Brands behaving badly

Scarily, the impact of bad marketing and annoying ads is huge. New research from Live & Breathe, that is due to be unveiled in the agency’s upcoming report ‘Close the Conversion Gap: what consumers can tell brands about where to place marketing bets’ shows that 90% of consumers would run from a sale as the result of bad marketing and a quarter would walk away from poor store layout and experience. These are not stats that can be ignored. Least of all by brands looking to target millennials – this age group had the most severe aversion to bad marketing, with 93% said intruding on their privacy, poor reviews and negative brand image would turn them off. With such a significant proportion of people getting pissed off by marketing, it’s evident that brands are blissfully unaware that they’re doing anything wrong. Let alone what they’re doing wrong. But that needs to change.

Bad ads as bad as rip off price tags

While feeling ripped off still has a significant ability to upset consumers – with 55% of people giving overpriced products the short shrift – annoying ads upset 36%. Brands must consider the power that comms execution has when it comes to sales – it’s more than just price points. Bad marketing can be a real barrier to purchase, and as a result needs to be a priority. An ad that isn’t driving a sale is just a waste of effort and money.

In store still needs to be top drawer

The story is no different in store. A bad experience can push consumers over the edge, with a fifth saying they’d abandon a sale due to a poor store experience. This shows that despite the growth of ecommerce, in store still needs to be a priority – as slick and engaging as any other buying platform. Consumers want the shopping experience to be as free-flowing, fast and frictionless as online purports to be; 32% enjoy the ease of online checkout.

Furthermore, in-store activation might be favoured by the modern consumer but it’s just as culpable in losing a sale if the execution is wrong – which means that brands need to tread a very fine line to get it right.
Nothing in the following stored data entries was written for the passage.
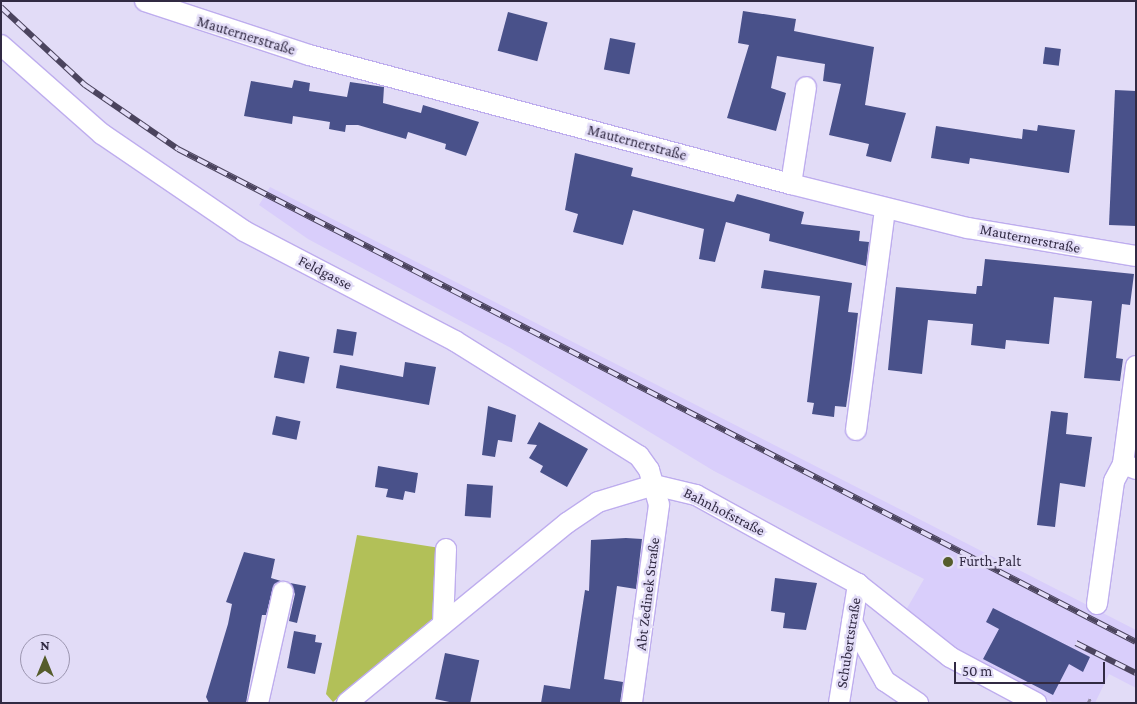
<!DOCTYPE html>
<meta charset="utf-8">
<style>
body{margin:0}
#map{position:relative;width:1137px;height:704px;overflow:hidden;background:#e2dcf7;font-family:"Crimson Pro",serif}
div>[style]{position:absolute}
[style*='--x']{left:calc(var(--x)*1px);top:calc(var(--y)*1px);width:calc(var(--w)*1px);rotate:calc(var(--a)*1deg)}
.built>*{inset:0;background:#d9cefb}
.green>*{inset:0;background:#b2c058}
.building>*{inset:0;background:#49518a;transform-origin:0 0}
.path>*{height:3px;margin-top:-1.5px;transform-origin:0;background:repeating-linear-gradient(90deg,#938ca6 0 5px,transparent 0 7.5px)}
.roads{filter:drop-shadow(1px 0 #beadee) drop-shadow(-1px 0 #beadee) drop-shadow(0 1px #beadee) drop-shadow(0 -1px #beadee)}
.minor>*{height:20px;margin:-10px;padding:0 10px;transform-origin:10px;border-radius:10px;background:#fff}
.rail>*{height:5.5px;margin-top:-2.75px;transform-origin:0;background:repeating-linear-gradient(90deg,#e2dcf7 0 11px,#4b445e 0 22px);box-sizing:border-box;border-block:1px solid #4b445e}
.dots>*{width:14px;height:14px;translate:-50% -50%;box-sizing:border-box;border:2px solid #e2dcf7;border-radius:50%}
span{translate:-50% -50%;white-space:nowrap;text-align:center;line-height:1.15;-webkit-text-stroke:5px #e2dcf7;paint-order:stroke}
.street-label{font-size:15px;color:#312a43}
.poi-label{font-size:15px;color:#312a43}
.left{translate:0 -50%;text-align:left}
.frame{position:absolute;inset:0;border:2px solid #312a43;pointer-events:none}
.north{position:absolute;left:20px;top:634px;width:50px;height:50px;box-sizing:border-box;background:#e2dcf7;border:1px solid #9b95af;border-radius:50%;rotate:0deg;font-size:14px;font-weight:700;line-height:20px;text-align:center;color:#312a43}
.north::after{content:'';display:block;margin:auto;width:18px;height:22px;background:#555c2b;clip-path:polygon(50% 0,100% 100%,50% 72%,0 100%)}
.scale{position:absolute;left:954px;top:662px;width:151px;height:22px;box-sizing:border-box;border:2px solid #312a43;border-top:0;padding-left:6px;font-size:15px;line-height:18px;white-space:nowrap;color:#312a43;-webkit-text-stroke:4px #e2dcf7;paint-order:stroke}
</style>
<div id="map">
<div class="built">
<div style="clip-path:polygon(270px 187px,1136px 630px,1136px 688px,1109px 674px,1095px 703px,1054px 703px,959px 653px,906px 610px,924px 579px,714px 471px,511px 348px,308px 239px,259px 205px)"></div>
</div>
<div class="green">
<div style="clip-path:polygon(357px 535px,440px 548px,437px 615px,333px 702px,326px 694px)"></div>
</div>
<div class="building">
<div style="clip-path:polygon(743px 11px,796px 19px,794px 31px,874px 47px,865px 105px,906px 113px,891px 162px,866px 156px,869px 144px,829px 135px,841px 84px,823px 81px,825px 64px,777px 56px,771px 88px,786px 93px,776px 131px,727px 118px,749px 45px,738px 43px)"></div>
<div style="left:508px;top:12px;width:41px;height:40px;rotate:15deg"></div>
<div style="left:610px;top:38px;width:26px;height:32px;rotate:11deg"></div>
<div style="left:1045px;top:47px;width:16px;height:17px;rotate:7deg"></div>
<div style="clip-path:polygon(294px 80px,310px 83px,309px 91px,347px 97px,350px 82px,384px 87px,383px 103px,421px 113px,423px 105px,479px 122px,466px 156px,445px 149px,446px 144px,408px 132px,406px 139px,358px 125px,346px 125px,345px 132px,329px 129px,330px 122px,293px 116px,292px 124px,244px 116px,251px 81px,292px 88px)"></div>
<div style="clip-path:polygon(1115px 90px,1136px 91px,1136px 226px,1109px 225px)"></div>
<div style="clip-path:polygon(1038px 125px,1075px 130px,1069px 173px,970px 158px,969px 164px,931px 158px,936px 126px,1022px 139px,1023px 129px,1037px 131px)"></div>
<div style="clip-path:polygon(575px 153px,633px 168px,631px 176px,734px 202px,737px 194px,804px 212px,801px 224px,860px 231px,859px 241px,869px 242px,866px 266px,769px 241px,770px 234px,726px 222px,715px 262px,699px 259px,704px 229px,633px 210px,623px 245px,573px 232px,578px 214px,565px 210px)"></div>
<div style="clip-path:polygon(985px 259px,1134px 274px,1130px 305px,1122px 304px,1116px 358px,1123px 359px,1120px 381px,1084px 378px,1092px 301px,1054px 297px,1049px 344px,1006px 340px,1005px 349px,971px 345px,973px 324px,928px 320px,922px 374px,888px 370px,896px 287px,976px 294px,977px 286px,982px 286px)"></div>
<div style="clip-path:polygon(764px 270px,852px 283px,848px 312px,858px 313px,851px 372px,846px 407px,835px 406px,834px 417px,812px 414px,814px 403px,807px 402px,820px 296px,761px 288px)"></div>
<div style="left:337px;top:329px;width:20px;height:24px;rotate:9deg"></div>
<div style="left:279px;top:351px;width:31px;height:27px;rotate:11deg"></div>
<div style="clip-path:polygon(405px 362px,436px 367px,429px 405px,336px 388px,340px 365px,403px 377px)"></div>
<div style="clip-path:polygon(488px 406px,516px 415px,512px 442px,498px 440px,495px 457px,482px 455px)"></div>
<div style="clip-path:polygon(1051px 411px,1068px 413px,1066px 434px,1092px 437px,1085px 487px,1060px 483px,1055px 527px,1037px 525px)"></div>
<div style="left:276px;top:416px;width:25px;height:19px;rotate:12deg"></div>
<div style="clip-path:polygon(539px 422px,588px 449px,567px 487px,540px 472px,543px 466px,529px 458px,537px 445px,527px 444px)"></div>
<div style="clip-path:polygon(378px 466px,418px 473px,415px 493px,405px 491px,403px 500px,386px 497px,388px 489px,375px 487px)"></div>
<div style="left:467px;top:484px;width:26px;height:32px;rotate:4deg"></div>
<div style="clip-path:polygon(626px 538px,642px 539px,636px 589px,617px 586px,604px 679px,623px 682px,620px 703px,541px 703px,544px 685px,570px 689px,585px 590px,589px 591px,591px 540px)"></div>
<div style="clip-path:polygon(244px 552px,275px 559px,271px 578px,281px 581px,274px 584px,266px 615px,262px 615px,246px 703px,209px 703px,206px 697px,228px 624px,232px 604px,226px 602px)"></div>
<div style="clip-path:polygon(775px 578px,817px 583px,806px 630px,783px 628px,785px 613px,771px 611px)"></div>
<div style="clip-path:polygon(290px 583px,306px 586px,297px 623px,289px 621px,295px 594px)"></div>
<div style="clip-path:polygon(993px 608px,1090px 657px,1083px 672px,1069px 664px,1053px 695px,983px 659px,999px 629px,986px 622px)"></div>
<div style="clip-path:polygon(294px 631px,316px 635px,315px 642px,322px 643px,315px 674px,287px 668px)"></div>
<div style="left:445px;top:653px;width:35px;height:47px;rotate:12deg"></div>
</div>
<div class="path">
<div style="--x:1088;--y:703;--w:7;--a:-63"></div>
</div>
<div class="roads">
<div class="minor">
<div style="--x:145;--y:1;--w:173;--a:18.2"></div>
<div style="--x:309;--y:55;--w:499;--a:15"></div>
<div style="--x:791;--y:184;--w:182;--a:14"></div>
<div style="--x:968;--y:228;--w:170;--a:9.5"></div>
<div style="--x:1;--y:45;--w:135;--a:41.4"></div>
<div style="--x:102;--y:134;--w:172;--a:34.3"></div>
<div style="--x:244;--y:231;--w:238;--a:27.5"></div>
<div style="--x:455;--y:341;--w:217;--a:32"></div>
<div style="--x:639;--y:456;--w:17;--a:54"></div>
<div style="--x:649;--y:470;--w:36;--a:74"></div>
<div style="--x:659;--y:505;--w:200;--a:97.8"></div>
<div style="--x:791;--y:184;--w:98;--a:-81.2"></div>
<div style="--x:1136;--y:366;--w:99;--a:97.6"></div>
<div style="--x:1123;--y:464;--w:14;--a:21"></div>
<div style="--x:856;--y:430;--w:223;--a:-82.5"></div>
<div style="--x:1097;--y:604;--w:124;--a:-82.1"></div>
<div style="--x:1114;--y:481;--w:19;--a:-62"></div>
<div style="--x:852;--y:622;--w:68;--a:60.8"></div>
<div style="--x:885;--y:681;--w:40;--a:34"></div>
<div style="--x:443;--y:624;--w:75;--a:-87.7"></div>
<div style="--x:258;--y:703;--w:114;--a:-77.3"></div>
<div style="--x:347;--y:703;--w:284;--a:-39.3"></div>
<div style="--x:567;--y:523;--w:37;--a:-34"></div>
<div style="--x:598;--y:502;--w:59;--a:-16.9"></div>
<div style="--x:654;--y:485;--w:43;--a:13.4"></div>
<div style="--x:696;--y:495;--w:185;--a:28.8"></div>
<div style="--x:858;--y:584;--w:117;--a:38.4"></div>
<div style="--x:950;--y:657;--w:98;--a:28.1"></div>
<div style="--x:839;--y:703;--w:121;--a:-80.9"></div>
</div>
</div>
<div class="rail">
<div style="--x:1;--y:7;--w:115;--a:42.9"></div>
<div style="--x:85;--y:85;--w:113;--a:34.5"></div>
<div style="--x:178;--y:149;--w:1077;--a:27.23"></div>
<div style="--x:1076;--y:643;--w:67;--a:26.6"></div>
</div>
<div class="dots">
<div style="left:948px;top:562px;background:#555c2b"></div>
</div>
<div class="street-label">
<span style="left:246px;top:36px;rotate:17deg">Mauternerstraße</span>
<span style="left:637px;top:143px;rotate:15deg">Mauternerstraße</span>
<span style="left:1030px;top:239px;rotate:11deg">Mauternerstraße</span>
<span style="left:325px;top:273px;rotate:27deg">Feldgasse</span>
<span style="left:724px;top:512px;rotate:27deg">Bahnhofstraße</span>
<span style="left:648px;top:594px;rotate:-83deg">Abt Zedinek Straße</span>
<span style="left:849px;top:643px;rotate:-81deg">Schubertstraße</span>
</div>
<div class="poi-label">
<span class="left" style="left:959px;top:562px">Furth-Palt</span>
</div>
<div class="frame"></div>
<div class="north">N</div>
<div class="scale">50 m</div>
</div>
The way branded experiences are activated are not the only consideration, timing needs to be considered too. There are plenty of times when people really don’t want to be interrupted by marketing. 93% of consumers don’t want to come face-to-face with marketing activation at breakfast and the morning commute – train station sampling teams take note!

Ultimately these stats just scratch the surface. Overall, it’s evident that brands need a deeper understanding of barriers to purchase. This knowledge can then be used to inform marketing strategies which will allow brands to convert knowledge into sales, by spending budget at the right touchpoints – something that we at Live & Breathe have applied in our work with the likes of The Happy Egg Co. and Peroni. Joined up thinking is critical to this success.

Atoning for their brand behaviour

The truth is, too often, brand owners erect internal barriers that impose a chasm between marketing’s remit and all the other teams involved in a sale. Integration and transparency internally is key to this. That said, agencies must do their bit too. There’s little point spending millions on award-winning TV ads if stock is stuck on shelves in a store’s dingiest corner, particularly when 17% of consumers say store layout is their number one purchase driver. Beautiful brand work has its place; we found that image is influential and making that work in tandem with crucial in-store comms is key to boosting sales.

Be it in-store or online, our consumer research tells us that brands must do a better job of connecting comms throughout the sales funnel. As technology connects the retail landscape it, in theory, makes a sale quicker and simpler. In turn it means it’s vital for marketers to think of their brand ads and activations in a more joined-up manner. Big TV spots no longer drive volume on their own, social media isn’t sustaining brands yet, and in-store, while powerful, can’t do a proper job without dovetailing to comms outside the retail environment. Brands need to find their creative harmony and make every pound spent improve sales by selling hard, selling smart and selling beautiful.